Bu daha birinci yüzyıl, ilk günü kutlu olsun…
Daha nice yüzyıllara erişecek Türkiye Cumhuriyeti. Osmanlı İmparatorluğu’nun son yüzyılı çok karışık olaylara sahne oldu. Devlet yönetimini ele geçiren İttihat Terakki Partisi, deneyimsiz ve yabancı ülkelerin adeta bordroya geçirip maaş bağladığı insanlardı. Bu beceriksiz, kişisel çıkarı ve hırsı vatan sevgisinin çok önünde giden siyasetçiler, imparatorluğu, birçok komutanın ve devlet adamının karşı çıkmasına aldırmadan Dünya Savaşı’na soktu.
O savaş ki, Osmanlı’nın parçalanıp, paylaşılıp yok edilmesi konusunda İngiltere, Fransa ve Rusya arasındaki ihtilaf üzerine çıkmıştı. Osmanlı, ne pahasına olursa olsun bu savaşa girmemeliydi.
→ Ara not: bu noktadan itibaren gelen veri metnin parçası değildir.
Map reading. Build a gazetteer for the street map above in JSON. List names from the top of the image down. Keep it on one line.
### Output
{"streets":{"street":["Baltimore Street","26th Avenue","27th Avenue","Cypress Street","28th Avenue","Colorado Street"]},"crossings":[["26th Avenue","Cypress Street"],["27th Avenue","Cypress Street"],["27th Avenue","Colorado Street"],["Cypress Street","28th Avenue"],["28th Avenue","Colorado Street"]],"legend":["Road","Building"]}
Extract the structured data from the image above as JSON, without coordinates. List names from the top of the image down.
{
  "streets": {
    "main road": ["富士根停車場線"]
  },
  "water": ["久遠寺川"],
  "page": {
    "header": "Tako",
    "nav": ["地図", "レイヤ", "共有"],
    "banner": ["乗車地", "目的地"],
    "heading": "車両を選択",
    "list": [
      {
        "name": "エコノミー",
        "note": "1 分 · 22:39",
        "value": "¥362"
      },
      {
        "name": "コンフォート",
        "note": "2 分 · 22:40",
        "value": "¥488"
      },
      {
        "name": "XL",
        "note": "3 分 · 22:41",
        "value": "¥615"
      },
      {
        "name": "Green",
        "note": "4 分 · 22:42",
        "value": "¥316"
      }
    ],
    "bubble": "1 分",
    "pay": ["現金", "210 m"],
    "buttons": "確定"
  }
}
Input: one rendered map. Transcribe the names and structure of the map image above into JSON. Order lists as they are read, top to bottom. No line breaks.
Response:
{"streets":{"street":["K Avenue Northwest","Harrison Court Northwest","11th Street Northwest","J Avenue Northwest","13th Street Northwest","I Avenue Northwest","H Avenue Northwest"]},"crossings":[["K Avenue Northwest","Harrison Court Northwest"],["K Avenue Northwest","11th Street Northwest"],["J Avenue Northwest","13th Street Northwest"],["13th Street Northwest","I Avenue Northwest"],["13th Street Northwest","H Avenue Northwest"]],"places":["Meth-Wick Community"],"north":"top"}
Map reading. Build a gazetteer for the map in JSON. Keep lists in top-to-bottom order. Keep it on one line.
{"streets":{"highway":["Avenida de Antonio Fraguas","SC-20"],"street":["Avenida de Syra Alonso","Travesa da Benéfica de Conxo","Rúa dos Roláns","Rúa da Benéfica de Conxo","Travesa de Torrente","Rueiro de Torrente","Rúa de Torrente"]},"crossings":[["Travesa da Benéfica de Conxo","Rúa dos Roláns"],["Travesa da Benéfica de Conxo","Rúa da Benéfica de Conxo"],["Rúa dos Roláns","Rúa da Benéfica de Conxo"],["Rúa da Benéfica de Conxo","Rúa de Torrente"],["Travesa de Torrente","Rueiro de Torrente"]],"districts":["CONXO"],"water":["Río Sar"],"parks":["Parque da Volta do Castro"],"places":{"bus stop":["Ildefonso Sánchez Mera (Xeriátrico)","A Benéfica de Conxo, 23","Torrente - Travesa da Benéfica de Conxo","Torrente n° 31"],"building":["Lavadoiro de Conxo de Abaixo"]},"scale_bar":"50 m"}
Ama İttihatçılar, son icraat olarak, ülkeyi 7 parçaya bölen Sevr Antlaşması’nı imzalayıp Almanya ve Kafkaslar’a kaçtı. Onlarla birlikte, Osmanlı İmparatorluğu da 624 yıllık tarihine veda etti.
Mustafa Kemal Atatürk, bu vedayı kabul etmedi. Osmanlı Genel Kurmay Heyeti’nin, birkaç yüksek rütbeli komutanının dışında, muhalefetine rağmen onları ve İngiliz İşgal Komutanlığı’nı adeta uyutarak, 1.624 günlük büyük mücadelesine başladı. Bin altı yüz gün, yok olan bir imparatorluğun küllerinden yeni bir devlet ve yeni rejim yaratmak için çok kısa görünebilir. Ancak unutmamamız gerekir ki, bunun arkasında, Erdoğan’ın Cumhuriyet Bayramı kutlama mesajında hatırlattığı gibi 2 bin yıllık bir devlet geleneği ve becerisi vardı:
“Biz, bin yıldır Bizans ordularından Haçlı seferlerine, Moğol saldırılarından milli mücadeleye nice sınamalardan geçerek insanlığın kadim yurdu Anadolu’yu vatanımız yapmış bir milletiz!”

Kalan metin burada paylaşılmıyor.